Provided information:
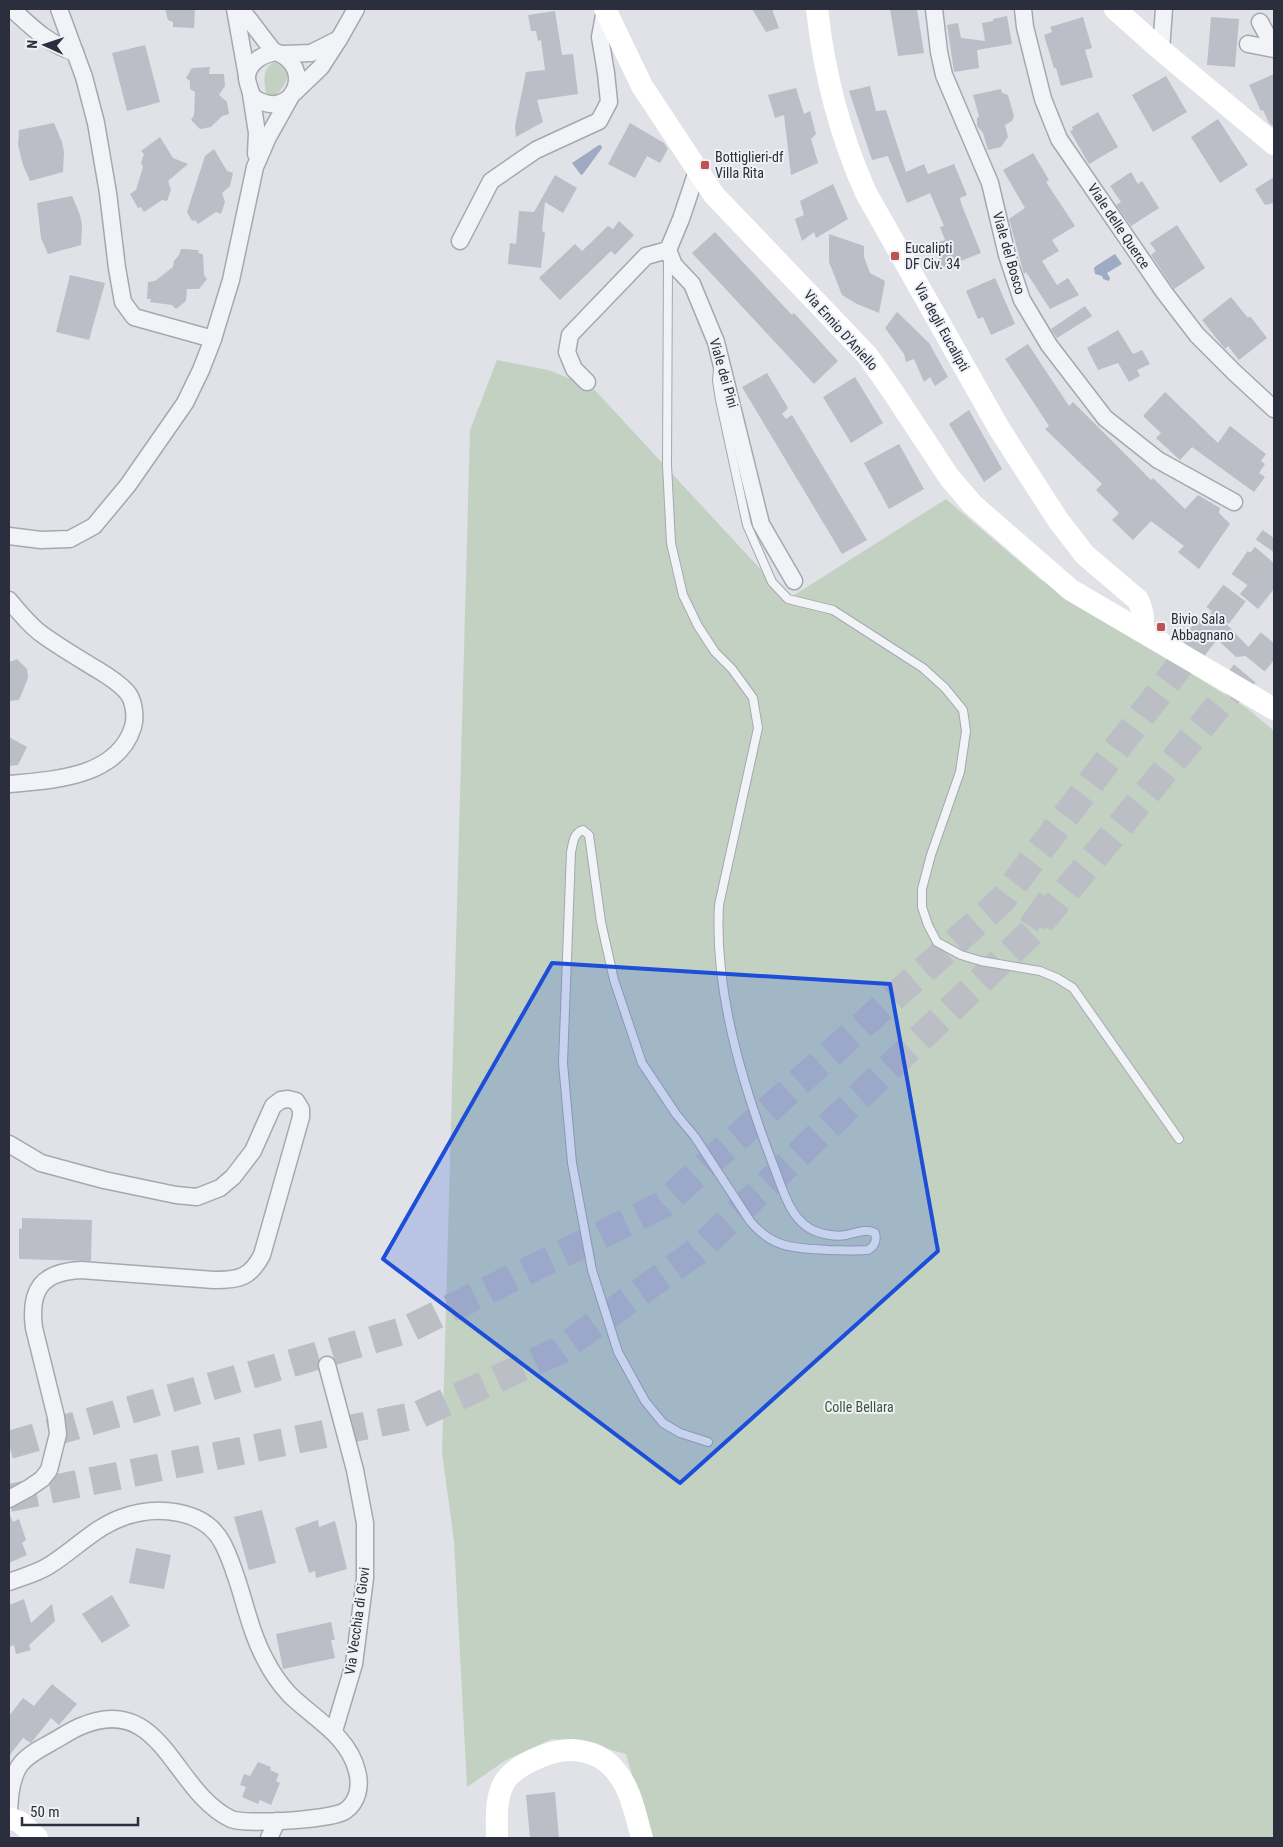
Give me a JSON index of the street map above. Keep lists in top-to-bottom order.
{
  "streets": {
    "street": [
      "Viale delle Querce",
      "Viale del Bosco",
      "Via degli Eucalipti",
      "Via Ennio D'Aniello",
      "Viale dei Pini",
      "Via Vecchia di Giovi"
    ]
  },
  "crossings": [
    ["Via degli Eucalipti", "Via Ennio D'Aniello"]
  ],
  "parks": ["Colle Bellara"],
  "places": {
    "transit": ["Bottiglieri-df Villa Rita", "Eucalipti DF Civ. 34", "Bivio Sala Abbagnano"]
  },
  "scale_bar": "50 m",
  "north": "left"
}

What you have to do: The answer must be an exact restatement of all the records, with no pictures included.

Answer area:
Give me a JSON index of the street map above. Keep lists in top-to-bottom order.
{
  "streets": {
    "street": [
      "Viale delle Querce",
      "Viale del Bosco",
      "Via degli Eucalipti",
      "Via Ennio D'Aniello",
      "Viale dei Pini",
      "Via Vecchia di Giovi"
    ]
  },
  "crossings": [
    ["Via degli Eucalipti", "Via Ennio D'Aniello"]
  ],
  "parks": ["Colle Bellara"],
  "places": {
    "transit": ["Bottiglieri-df Villa Rita", "Eucalipti DF Civ. 34", "Bivio Sala Abbagnano"]
  },
  "scale_bar": "50 m",
  "north": "left"
}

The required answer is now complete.